### Collection entries
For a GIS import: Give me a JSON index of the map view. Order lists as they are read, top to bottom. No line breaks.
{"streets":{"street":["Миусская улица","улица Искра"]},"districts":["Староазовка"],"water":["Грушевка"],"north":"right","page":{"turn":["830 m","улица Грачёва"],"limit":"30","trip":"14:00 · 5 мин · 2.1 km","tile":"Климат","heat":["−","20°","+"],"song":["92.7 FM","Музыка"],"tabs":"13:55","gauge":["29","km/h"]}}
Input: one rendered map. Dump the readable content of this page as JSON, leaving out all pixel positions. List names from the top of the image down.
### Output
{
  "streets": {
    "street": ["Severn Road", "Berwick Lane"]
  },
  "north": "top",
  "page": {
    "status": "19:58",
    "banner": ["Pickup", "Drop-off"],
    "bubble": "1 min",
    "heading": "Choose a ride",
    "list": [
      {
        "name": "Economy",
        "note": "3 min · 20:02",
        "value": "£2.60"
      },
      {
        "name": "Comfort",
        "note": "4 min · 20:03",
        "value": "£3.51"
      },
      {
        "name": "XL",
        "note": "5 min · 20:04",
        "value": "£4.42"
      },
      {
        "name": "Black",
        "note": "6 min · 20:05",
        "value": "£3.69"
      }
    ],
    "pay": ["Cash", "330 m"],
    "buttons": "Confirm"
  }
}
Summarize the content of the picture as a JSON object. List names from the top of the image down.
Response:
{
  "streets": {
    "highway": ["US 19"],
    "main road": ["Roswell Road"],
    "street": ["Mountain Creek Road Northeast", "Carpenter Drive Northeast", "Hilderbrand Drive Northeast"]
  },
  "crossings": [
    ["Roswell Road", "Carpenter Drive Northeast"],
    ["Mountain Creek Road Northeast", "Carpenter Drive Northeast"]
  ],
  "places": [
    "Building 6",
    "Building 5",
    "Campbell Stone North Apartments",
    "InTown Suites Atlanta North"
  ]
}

### YOUR OBJECTIVE
In the entries above, find the line with "Input: one rendered", then retype it and every line after it exactly.

### REPLY
Input: one rendered map. Dump the readable content of this page as JSON, leaving out all pixel positions. List names from the top of the image down.
### Output
{
  "streets": {
    "street": ["Severn Road", "Berwick Lane"]
  },
  "north": "top",
  "page": {
    "status": "19:58",
    "banner": ["Pickup", "Drop-off"],
    "bubble": "1 min",
    "heading": "Choose a ride",
    "list": [
      {
        "name": "Economy",
        "note": "3 min · 20:02",
        "value": "£2.60"
      },
      {
        "name": "Comfort",
        "note": "4 min · 20:03",
        "value": "£3.51"
      },
      {
        "name": "XL",
        "note": "5 min · 20:04",
        "value": "£4.42"
      },
      {
        "name": "Black",
        "note": "6 min · 20:05",
        "value": "£3.69"
      }
    ],
    "pay": ["Cash", "330 m"],
    "buttons": "Confirm"
  }
}
Summarize the content of the picture as a JSON object. List names from the top of the image down.
Response:
{
  "streets": {
    "highway": ["US 19"],
    "main road": ["Roswell Road"],
    "street": ["Mountain Creek Road Northeast", "Carpenter Drive Northeast", "Hilderbrand Drive Northeast"]
  },
  "crossings": [
    ["Roswell Road", "Carpenter Drive Northeast"],
    ["Mountain Creek Road Northeast", "Carpenter Drive Northeast"]
  ],
  "places": [
    "Building 6",
    "Building 5",
    "Campbell Stone North Apartments",
    "InTown Suites Atlanta North"
  ]
}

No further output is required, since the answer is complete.